Germany aims to have the first vulnerable people and caregivers vaccinated against the coronavirus in January, the health minister said on Tuesday, as the European Union's (EU) most populous country battles a second wave.
"But it remains true, and we have always said, that the cold winter months, in which we spend more time indoors, will be the harder part. That actually applies until the end of winter," Jens Spahn told public broadcaster Deutschlandfunk.
German authorities are preparing special vaccination centres due to be ready in mid-December even though a vaccine will probably not be available by that time, Spahn added.
Health workers will vaccinate people with mobile teams and at vaccination centres since a candidate developed by Biontech and Pfizer needs to be stored at -70 degrees Celsius, Spahn said.
He added that he expects more vaccines, which can be administered by general practitioners, in spring or early summer. "Once (the vaccines) are in the normal system, we can manage big numbers," he said.
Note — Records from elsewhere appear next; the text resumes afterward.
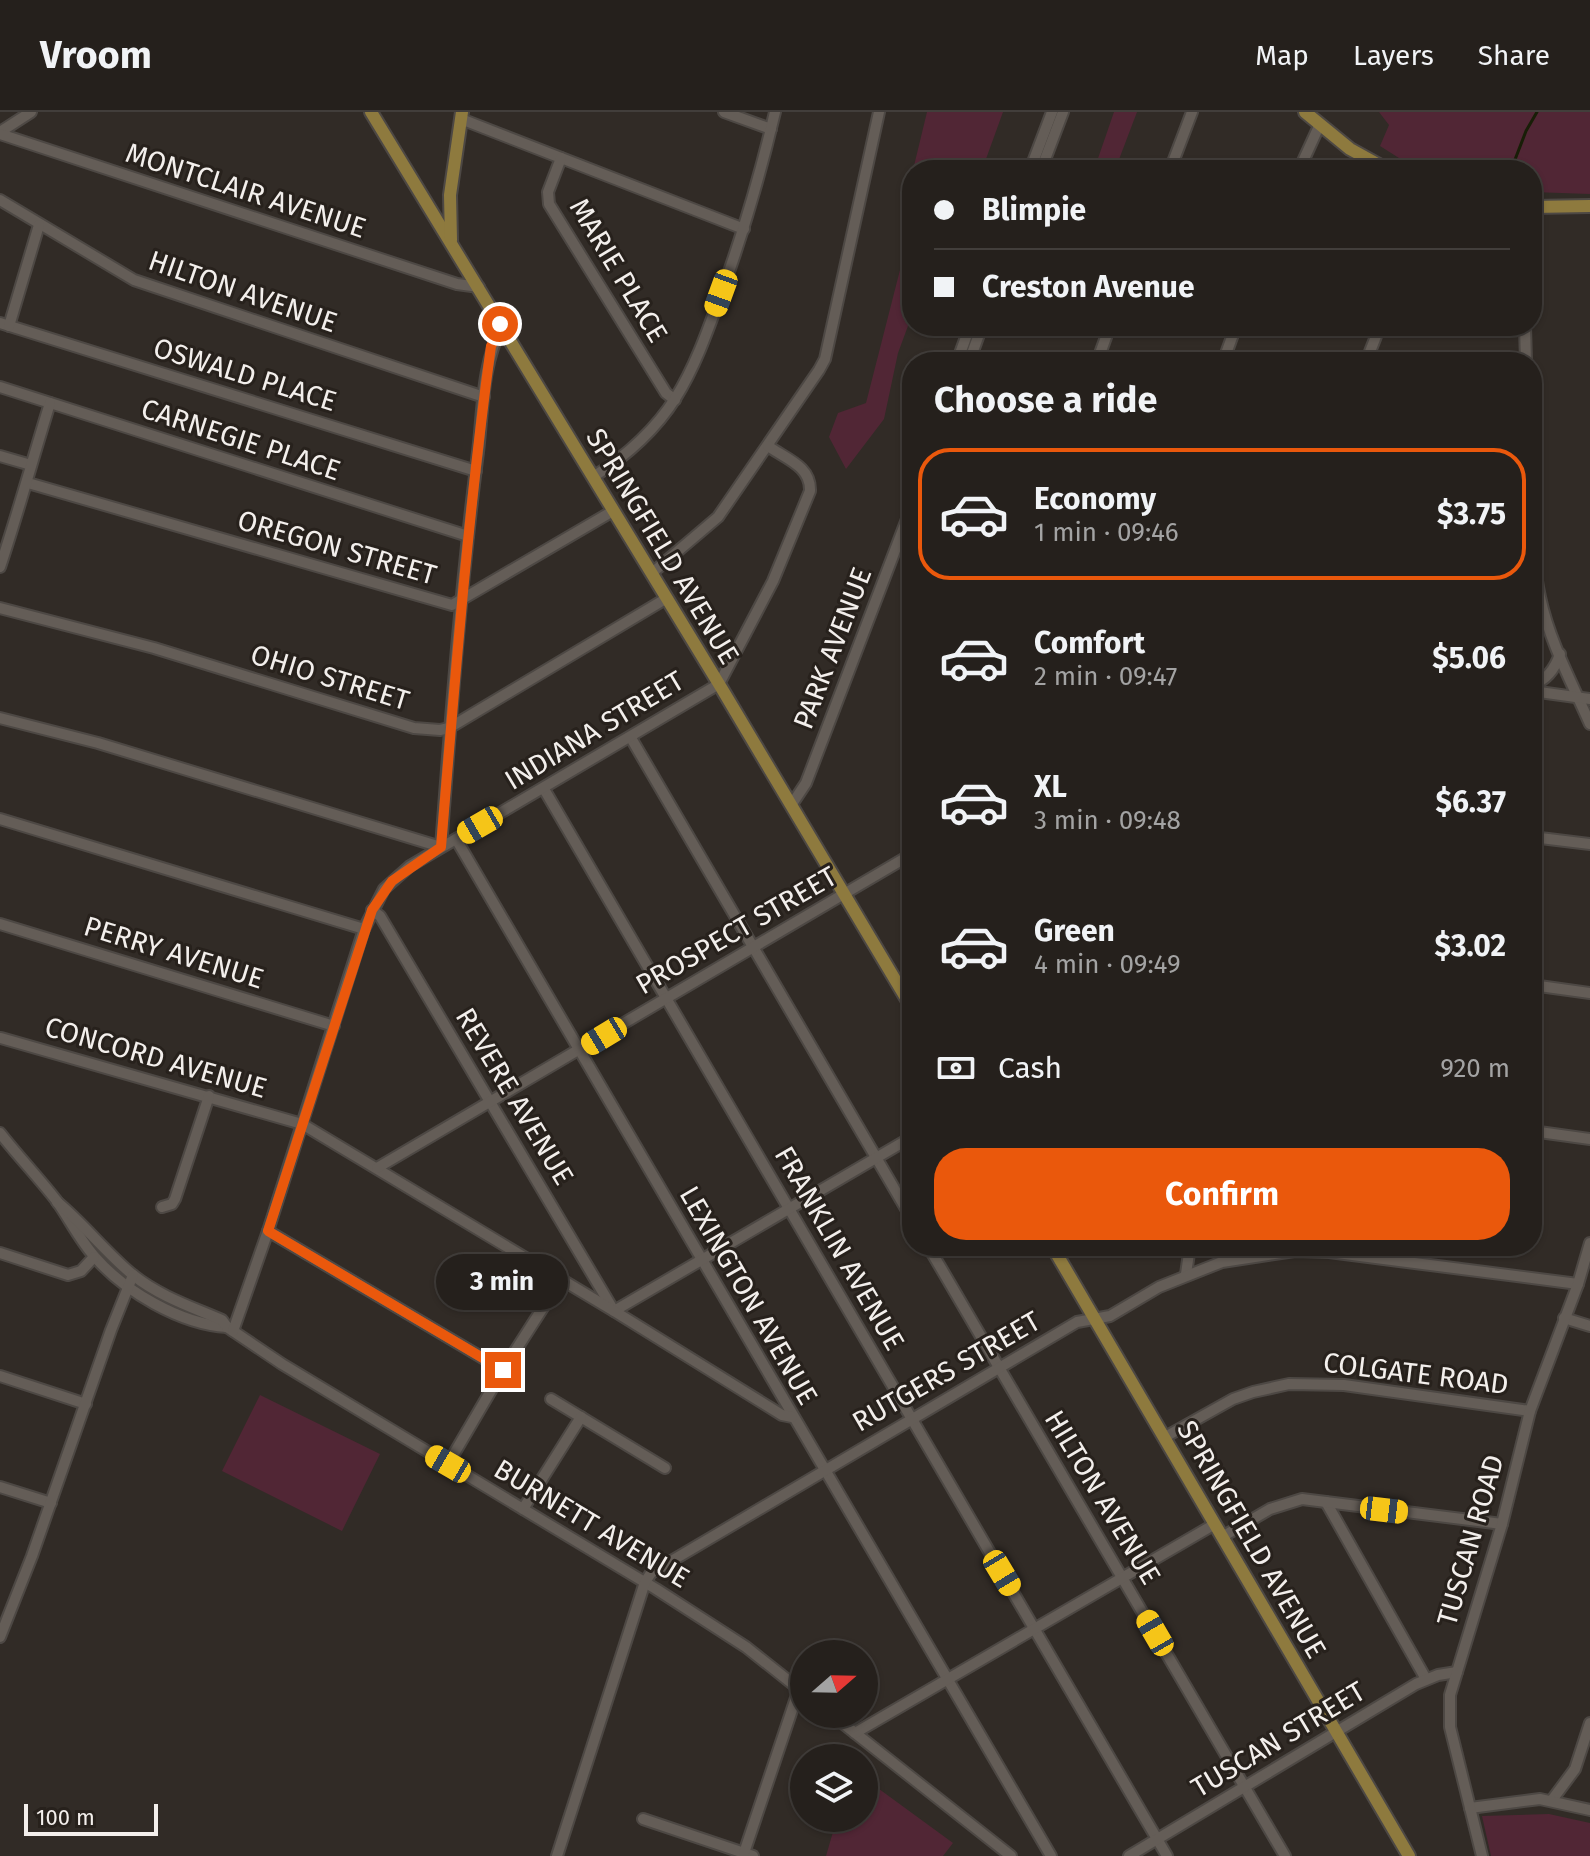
<!DOCTYPE html>
<html lang="en">
<head>
<meta charset="utf-8">
<style>
  :root { --surface:#25201c; --page:#2d2825; --text:#f1f3f6; --muted:#a3a3a3; --line:#423e3b; --accent:#ea580c }
  body { margin:0; font-family:"Fira Sans",sans-serif; background:var(--page); color:var(--text); height:100vh; display:flex; flex-direction:column; font-size:30px; white-space:nowrap }
  * { box-sizing:border-box; margin:0 }
  p { font-size:26px; color:var(--muted) }
  .icon { flex:none; width:44px; height:44px; fill:none; stroke:currentColor; stroke-width:2; stroke-linecap:round; stroke-linejoin:round }
  .map { position:relative; flex:1; overflow:hidden }
  .details { position:absolute; left:902px; top:240px; width:640px; height:904px; display:flex; flex-direction:column; background:var(--surface); border-radius:32px; box-shadow:0 2px 6px #0004,0 0 0 2px var(--line) }
  .details>* { flex:none }
  .guide { position:absolute; left:902px; top:48px; width:640px; height:176px; border-radius:32px; box-shadow:0 2px 6px #0004,0 0 0 2px var(--line); display:grid; align-content:center; height:176px; padding:0 32px; background:var(--surface) }
  .needle { width:52px; rotate:70deg }
  .tools { position:absolute; left:790px; top:1528px; display:grid; gap:16px }
  .tools a { display:grid; place-items:center; width:88px; height:88px; border-radius:50%; background:var(--surface); box-shadow:0 2px 6px #0004,0 0 0 2px var(--line); font-size:40px }
  .scale { position:absolute; left:24px; bottom:20px; width:134px; box-sizing:border-box; padding-left:8px; border:4px solid #f3efec; border-top:0; font-size:22px; line-height:28px; white-space:nowrap; color:#f3efec; -webkit-text-stroke:6px #27211c; paint-order:stroke }
  .end { position:absolute; width:36px; height:36px; margin:-18px; border:10px solid #ea580c; background:#fff; box-shadow:0 0 0 4px #fff }
  .from { border-radius:50% }
  .bubble { position:absolute; height:56px; border-radius:28px; background:var(--surface); box-shadow:0 2px 6px #0004,0 0 0 2px var(--line); font-size:26px; font-weight:700; line-height:56px; text-align:center }
  .car { position:absolute; width:24px; height:48px; margin:-24px -12px; border-radius:10px; box-shadow:0 0 6px 2px #0007; background:linear-gradient(#f5c518 24%,#345 0 40%,#f5c518 0 76%,#345 0 86%,#f5c518 0) }
  .guide b { display:flex; align-items:center; gap:28px; height:76px; font-size:30px }
  .guide b+b { border-top:2px solid var(--line) }
  .guide i { width:20px; height:20px; background:var(--text) }
  ul { padding:0; list-style:none }
  li { display:flex; align-items:center; gap:24px; height:132px; margin:0 16px 12px; padding:0 16px; border:4px solid transparent; border-radius:32px }
  li div { flex:1 }
  li b { display:block; font-size:30px }
  li em { font-style:normal; font-weight:700 }
  li.current { border-color:var(--accent) }
  li>.icon { width:72px; height:72px; stroke-width:1.5 }
  h2 { padding:0 32px; font-size:36px; line-height:96px }
  .pay { display:flex; align-items:center; gap:20px; height:88px; padding:0 32px; font-size:30px }
  .pay p { margin-inline-start:auto }
  .button { display:flex; gap:16px; margin-top:auto; padding:16px 32px }
  .button a { flex:1; height:92px; border-radius:32px; background:var(--accent); color:#fff; font-size:32px; font-weight:700; line-height:92px; text-align:center }
  header { display:flex; align-items:center; gap:48px; box-sizing:border-box; height:112px; padding:0 40px; background:var(--surface); border-bottom:2px solid var(--line) }
  header strong { font-size:38px }
  nav { display:flex; gap:44px; margin-inline-start:auto; font-size:28px }
  .map>svg:first-child { display:block }
  .green { fill:#512635 }
  .lines { fill:none; stroke-linecap:round; stroke-linejoin:round }
  .stream { stroke:#181e07; stroke-width:3 }
  .minor-casing { stroke:#4d4844; stroke-width:14 }
  .major-casing { stroke:#4d4844; stroke-width:16 }
  .minor { stroke:#645d57; stroke-width:10 }
  .major { stroke:#8e7a3e; stroke-width:12 }
  .route { stroke:#ea580c; stroke-width:10 }
  .labels { text-anchor:middle; stroke-width:6; stroke-linejoin:round; paint-order:stroke }
  .street-label { font-size:28px; fill:#f3efec; stroke:#27211c }
</style>
</head>
<body>
<header>
<strong>Vroom</strong>
<nav><a>Map</a><a>Layers</a><a>Share</a></nav>
</header>
<div class="map">
<svg width="1590" height="1744" viewBox="0 0 1590 1744">
  <rect width="100%" height="100%" fill="#312b26"/>
  <!-- green -->
  <g class="green">
    <polygon points="927,0 1003,0 982,58 913,58"/>
    <polygon points="1114,0 1137,0 1115,58 1094,58"/>
    <polygon points="1379,0 1590,0 1590,82 1532,80 1532,58 1418,58 1380,34 1389,13"/>
    <polygon points="912,111 912,203 898,241 884,307 846,357 829,325 838,301 866,291"/>
    <polygon points="260,1283 380,1342 342,1419 222,1359"/>
    <polygon points="864,1666 953,1731 943,1744 826,1744 837,1706 864,1706"/>
    <polygon points="1549,1702 1590,1711 1590,1744 1491,1744 1482,1704"/>
  </g>
  <g class="lines">
    <!-- stream -->
    <polyline class="stream" points="1511,58 1526,19 1537,0"/>
    <defs>
      <g id="minor">
        <polyline points="724,0 771,17"/>
        <polyline points="461,7 744,117"/>
        <polyline points="0,20 31,0"/>
        <polyline points="0,22 457,172 479,175"/>
        <polyline points="561,46 548,80 549,92 666,281 675,288"/>
        <polyline points="1030,58 1052,0"/>
        <polyline points="1041,58 1063,0"/>
        <polyline points="1170,58 1192,0"/>
        <polyline points="1299,58 1320,12"/>
        <polyline points="0,88 134,168 484,285"/>
        <polyline points="0,211 476,359"/>
        <polyline points="9,214 39,113"/>
        <polyline points="1525,214 1526,250"/>
        <polyline points="957,250 970,214"/>
        <polyline points="969,250 982,214"/>
        <polyline points="1097,250 1110,214"/>
        <polyline points="1223,250 1236,214"/>
        <polyline points="1366,250 1380,214"/>
        <polyline points="0,275 468,424"/>
        <polyline points="0,344 31,353"/>
        <path d="M 593,365 C 677,312 693,259 725,171 C 745,115 761,59 775,0"/>
        <polyline points="28,371 452,493 613,399"/>
        <path d="M 1532,392 C 1533,423 1533,454 1540,485 C 1549,528 1572,571 1590,612"/>
        <path d="M 0,455 C 18,401 33,346 50,291"/>
        <polyline points="652,461 718,405 819,258 825,247 879,0"/>
        <polyline points="0,496 154,536 414,616 440,618 449,616 667,486"/>
        <path d="M 1532,573 C 1547,568 1555,557 1560,542"/>
        <polyline points="1532,579 1590,587"/>
        <polyline points="0,606 98,631 441,735"/>
        <polyline points="631,626 912,1107"/>
        <polyline points="544,677 1167,1744"/>
        <polyline points="792,692 806,671 912,394"/>
        <polyline points="0,707 364,817"/>
        <polyline points="1532,725 1590,732"/>
        <polyline points="456,727 1051,1744"/>
        <path d="M 441,735 C 451,603 461,471 478,340 C 483,299 482,251 502,215"/>
        <polyline points="372,798 380,804 614,1199 912,1025"/>
        <polyline points="0,812 334,914"/>
        <polyline points="1532,873 1590,881"/>
        <polyline points="1,926 302,1012 614,1199 782,1303 792,1305"/>
        <polyline points="1532,1019 1590,1027"/>
        <path d="M 0,1021 C 18,1044 38,1065 56,1088 C 69,1106 79,1127 94,1144 C 124,1179 180,1212 227,1215"/>
        <polyline points="377,1056 912,742"/>
        <path d="M 57,1090 C 84,1112 106,1141 133,1163 C 159,1184 192,1195 222,1208 L 227,1215 L 282,1252 L 656,1477 L 746,1535 L 804,1581"/>
        <polyline points="162,1095 172,1092 175,1087 209,984"/>
        <polyline points="268,1119 503,1258"/>
        <polyline points="928,1134 1285,1744"/>
        <polyline points="0,1141 68,1163 81,1159 94,1145"/>
        <polyline points="1186,1162 1190,1134"/>
        <polyline points="1564,1206 1590,1214"/>
        <path d="M 233,1219 L 268,1119 L 364,817 L 384,777 L 410,754 L 719,572 L 773,469 L 810,379 C 811,354 786,347 768,334"/>
        <polyline points="0,1264 86,1292"/>
        <polyline points="551,1287 665,1356"/>
        <polyline points="1165,1325 1233,1287 1253,1280 1289,1272 1344,1273 1530,1299"/>
        <polyline points="448,1352 503,1258 560,1169"/>
        <polyline points="0,1375 51,1391"/>
        <polyline points="1326,1390 1426,1567"/>
        <polyline points="523,1397 581,1305"/>
        <polyline points="1222,1425 1270,1397 1302,1387 1502,1412"/>
        <polyline points="0,1525 32,1444 111,1218 133,1163"/>
        <polyline points="831,1602 1011,1744"/>
        <polyline points="855,1621 1215,1412"/>
        <polyline points="1552,1688 1575,1657 1590,1611"/>
        <polyline points="1470,1696 1540,1687 1590,1698"/>
        <polyline points="643,1707 753,1744"/>
        <polyline points="744,1741 799,1577"/>
        <polyline points="557,1744 645,1470 651,1461 1077,1210 1110,1204 1159,1175 1222,1150 1295,1139 1329,1140 1578,1172"/>
        <polyline points="1129,1744 1416,1572 1438,1563 1457,1560"/>
        <polyline points="1482,1744 1450,1615 1450,1583 1502,1412 1530,1299 1578,1172 1590,1131"/>
      </g>
      <g id="major">
        <polyline points="371,0 722,577 912,896"/>
        <polyline points="1305,0 1350,37 1388,58"/>
        <polyline points="1532,95 1590,94"/>
        <polyline points="451,128 450,83 462,0"/>
        <polyline points="1052,1134 1409,1744"/>
      </g>
    </defs>
    <!-- minor casing -->
    <use href="#minor" class="minor-casing"/>
    <!-- major casing -->
    <use href="#major" class="major-casing"/>
    <!-- minor -->
    <use href="#minor" class="minor"/>
    <!-- major -->
    <use href="#major" class="major"/>
  </g>
  <g class="lines">
    <!-- route -->
    <path class="route" d="M 500,212 L 502,215 L 491,234 C 468,401 455,567 441,735 L 392,769 L 372,798 L 268,1119 L 503,1258"/>
  </g>
  <g class="labels">
    <!-- street labels -->
    <g class="street-label">
      <text transform="translate(246 78) rotate(18)" y="10">MONTCLAIR AVENUE</text>
      <text transform="translate(619 158) rotate(59)" y="10">MARIE PLACE</text>
      <text transform="translate(243 179) rotate(19)" y="10">HILTON AVENUE</text>
      <text transform="translate(245 262) rotate(17)" y="10">OSWALD PLACE</text>
      <text transform="translate(241 327) rotate(18)" y="10">CARNEGIE PLACE</text>
      <text transform="translate(663 434) rotate(59)" y="10">SPRINGFIELD AVENUE</text>
      <text transform="translate(337 435) rotate(16)" y="10">OREGON STREET</text>
      <text transform="translate(832 536) rotate(-69)" y="10">PARK AVENUE</text>
      <text transform="translate(330 565) rotate(17)" y="10">OHIO STREET</text>
      <text transform="translate(594 618) rotate(-31)" y="10">INDIANA STREET</text>
      <text transform="translate(736 818) rotate(-30)" y="10">PROSPECT STREET</text>
      <text transform="translate(174 840) rotate(17)" y="10">PERRY AVENUE</text>
      <text transform="translate(156 945) rotate(16)" y="10">CONCORD AVENUE</text>
      <text transform="translate(515 984) rotate(59)" y="10">REVERE AVENUE</text>
      <text transform="translate(840 1136) rotate(60)" y="10">FRANKLIN AVENUE</text>
      <text transform="translate(749 1183) rotate(60)" y="10">LEXINGTON AVENUE</text>
      <text transform="translate(946 1259) rotate(-30)" y="10">RUTGERS STREET</text>
      <text transform="translate(1416 1261) rotate(7)" y="10">COLGATE ROAD</text>
      <text transform="translate(1103 1385) rotate(59)" y="10">HILTON AVENUE</text>
      <text transform="translate(592 1411) rotate(31)" y="10">BURNETT AVENUE</text>
      <text transform="translate(1252 1427) rotate(60)" y="10">SPRINGFIELD AVENUE</text>
      <text transform="translate(1470 1428) rotate(-74)" y="10">TUSCAN ROAD</text>
      <text transform="translate(1278 1627) rotate(-31)" y="10">TUSCAN STREET</text>
    </g>
  </g>
</svg>
<div class="tools">
<a><svg class="needle" viewBox="-14 -14 28 28"><path d="M0-13l5 13h-10z" fill="#e53935"/><path d="M0 13l5-13h-10z" fill="#a3a3a3"/></svg></a>
<a><svg class="icon" aria-label="layers" viewBox="0 0 24 24"><path d="M12 4l9 5-9 5-9-5zM3 14l9 5 9-5"/></svg></a>
</div>
<div class="scale">100 m</div>
<i class="end from" style="left:500px;top:212px"></i>
<i class="end" style="left:503px;top:1258px"></i>
<div class="bubble" style="left:436px;top:1142px;width:132px">3 min</div>
<i class="car" style="left:721px;top:181px;rotate:200deg"></i>
<i class="car" style="left:480px;top:713px;rotate:240deg"></i>
<i class="car" style="left:604px;top:924px;rotate:239deg"></i>
<i class="car" style="left:448px;top:1352px;rotate:300deg"></i>
<i class="car" style="left:1384px;top:1398px;rotate:97deg"></i>
<i class="car" style="left:1002px;top:1461px;rotate:149deg"></i>
<i class="car" style="left:1155px;top:1521px;rotate:330deg"></i>
<div class="guide">
<b><i class="from"></i>Blimpie</b>
<b><i></i>Creston Avenue</b>
</div>
<section class="details">
<h2>Choose a ride</h2>
<ul>
<li class="current"><svg class="icon" aria-label="car" viewBox="0 0 24 24"><path d="M5 17H2v-5l4-1 3-4h7l3 4 3 1v5h-3M9 17h6M6 11h13"/><circle cx="7" cy="17" r="2"/><circle cx="17" cy="17" r="2"/></svg><div><b>Economy</b><p>1 min · 09:46</p></div><em>$3.75</em></li>
<li><svg class="icon" aria-label="car" viewBox="0 0 24 24"><path d="M5 17H2v-5l4-1 3-4h7l3 4 3 1v5h-3M9 17h6M6 11h13"/><circle cx="7" cy="17" r="2"/><circle cx="17" cy="17" r="2"/></svg><div><b>Comfort</b><p>2 min · 09:47</p></div><em>$5.06</em></li>
<li><svg class="icon" aria-label="car" viewBox="0 0 24 24"><path d="M5 17H2v-5l4-1 3-4h7l3 4 3 1v5h-3M9 17h6M6 11h13"/><circle cx="7" cy="17" r="2"/><circle cx="17" cy="17" r="2"/></svg><div><b>XL</b><p>3 min · 09:48</p></div><em>$6.37</em></li>
<li><svg class="icon" aria-label="car" viewBox="0 0 24 24"><path d="M5 17H2v-5l4-1 3-4h7l3 4 3 1v5h-3M9 17h6M6 11h13"/><circle cx="7" cy="17" r="2"/><circle cx="17" cy="17" r="2"/></svg><div><b>Green</b><p>4 min · 09:49</p></div><em>$3.02</em></li>
</ul>
<div class="pay"><svg class="icon" aria-label="cash" viewBox="0 0 24 24"><path d="M3 7h18v10H3z"/><circle cx="12" cy="12" r="2"/></svg>Cash<p>920 m</p></div>
<div class="button"><a>Confirm</a></div>
</section>
</div>
</body>
</html>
Spahn last month said he expects Germany will get up to 100 million doses of the Biontech-Pfizer vaccine alone.
Nurses, doctors, and sick and old people - who have a higher risk of serious infection - will likely get the vaccine first.
Germany was widely praised for its response to the first coronavirus wave in spring, but numbers now are stubbornly high despite new distancing measures introduced early last month.
Schools remain open but from Tuesday, private gatherings are limited to five people, and fewer people are allowed in shops.
The official case tally rose by 13,604 on Tuesday to 1,067,473, while deaths were up 388 to 16,636.
"I'm not satisfied at all. The numbers have to go down. There's no doubt about that," Spahn said, asking Germans to further reduce their contacts to curb the spread.